----- Provided data -----

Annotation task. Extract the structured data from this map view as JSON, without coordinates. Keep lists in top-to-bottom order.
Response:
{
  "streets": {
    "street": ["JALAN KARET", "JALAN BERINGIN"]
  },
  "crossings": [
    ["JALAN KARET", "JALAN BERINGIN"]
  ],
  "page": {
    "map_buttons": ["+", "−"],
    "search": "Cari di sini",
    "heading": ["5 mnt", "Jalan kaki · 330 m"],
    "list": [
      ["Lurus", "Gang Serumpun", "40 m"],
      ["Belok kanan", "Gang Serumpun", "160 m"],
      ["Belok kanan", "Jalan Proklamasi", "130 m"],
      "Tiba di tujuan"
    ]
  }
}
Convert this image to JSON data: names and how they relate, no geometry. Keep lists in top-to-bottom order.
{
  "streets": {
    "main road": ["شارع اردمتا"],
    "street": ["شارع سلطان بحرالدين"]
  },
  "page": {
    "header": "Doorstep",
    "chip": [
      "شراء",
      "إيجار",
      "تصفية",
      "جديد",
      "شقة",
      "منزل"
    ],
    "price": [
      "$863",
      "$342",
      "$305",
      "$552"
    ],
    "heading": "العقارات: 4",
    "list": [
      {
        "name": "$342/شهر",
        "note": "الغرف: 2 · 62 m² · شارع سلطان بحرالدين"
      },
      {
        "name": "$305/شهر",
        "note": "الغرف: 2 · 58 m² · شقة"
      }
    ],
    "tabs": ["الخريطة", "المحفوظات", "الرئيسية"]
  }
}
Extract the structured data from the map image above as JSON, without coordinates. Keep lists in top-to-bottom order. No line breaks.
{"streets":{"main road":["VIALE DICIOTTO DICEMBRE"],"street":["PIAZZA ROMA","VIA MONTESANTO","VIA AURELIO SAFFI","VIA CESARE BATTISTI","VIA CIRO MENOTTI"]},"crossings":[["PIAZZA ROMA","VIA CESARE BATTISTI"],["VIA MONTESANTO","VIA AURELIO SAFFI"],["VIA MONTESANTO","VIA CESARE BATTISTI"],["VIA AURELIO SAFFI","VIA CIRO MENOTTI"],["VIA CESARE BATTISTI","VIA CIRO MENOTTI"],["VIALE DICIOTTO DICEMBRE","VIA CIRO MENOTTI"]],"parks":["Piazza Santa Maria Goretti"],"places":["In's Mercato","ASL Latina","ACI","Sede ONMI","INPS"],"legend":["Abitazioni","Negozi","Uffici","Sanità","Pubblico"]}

-----

[Exercise details]: The answer is a portion of the data. Write out exactly the line with "Extract the structured data from the" and all lines after it.

[Response below]:
Extract the structured data from the map image above as JSON, without coordinates. Keep lists in top-to-bottom order. No line breaks.
{"streets":{"main road":["VIALE DICIOTTO DICEMBRE"],"street":["PIAZZA ROMA","VIA MONTESANTO","VIA AURELIO SAFFI","VIA CESARE BATTISTI","VIA CIRO MENOTTI"]},"crossings":[["PIAZZA ROMA","VIA CESARE BATTISTI"],["VIA MONTESANTO","VIA AURELIO SAFFI"],["VIA MONTESANTO","VIA CESARE BATTISTI"],["VIA AURELIO SAFFI","VIA CIRO MENOTTI"],["VIA CESARE BATTISTI","VIA CIRO MENOTTI"],["VIALE DICIOTTO DICEMBRE","VIA CIRO MENOTTI"]],"parks":["Piazza Santa Maria Goretti"],"places":["In's Mercato","ASL Latina","ACI","Sede ONMI","INPS"],"legend":["Abitazioni","Negozi","Uffici","Sanità","Pubblico"]}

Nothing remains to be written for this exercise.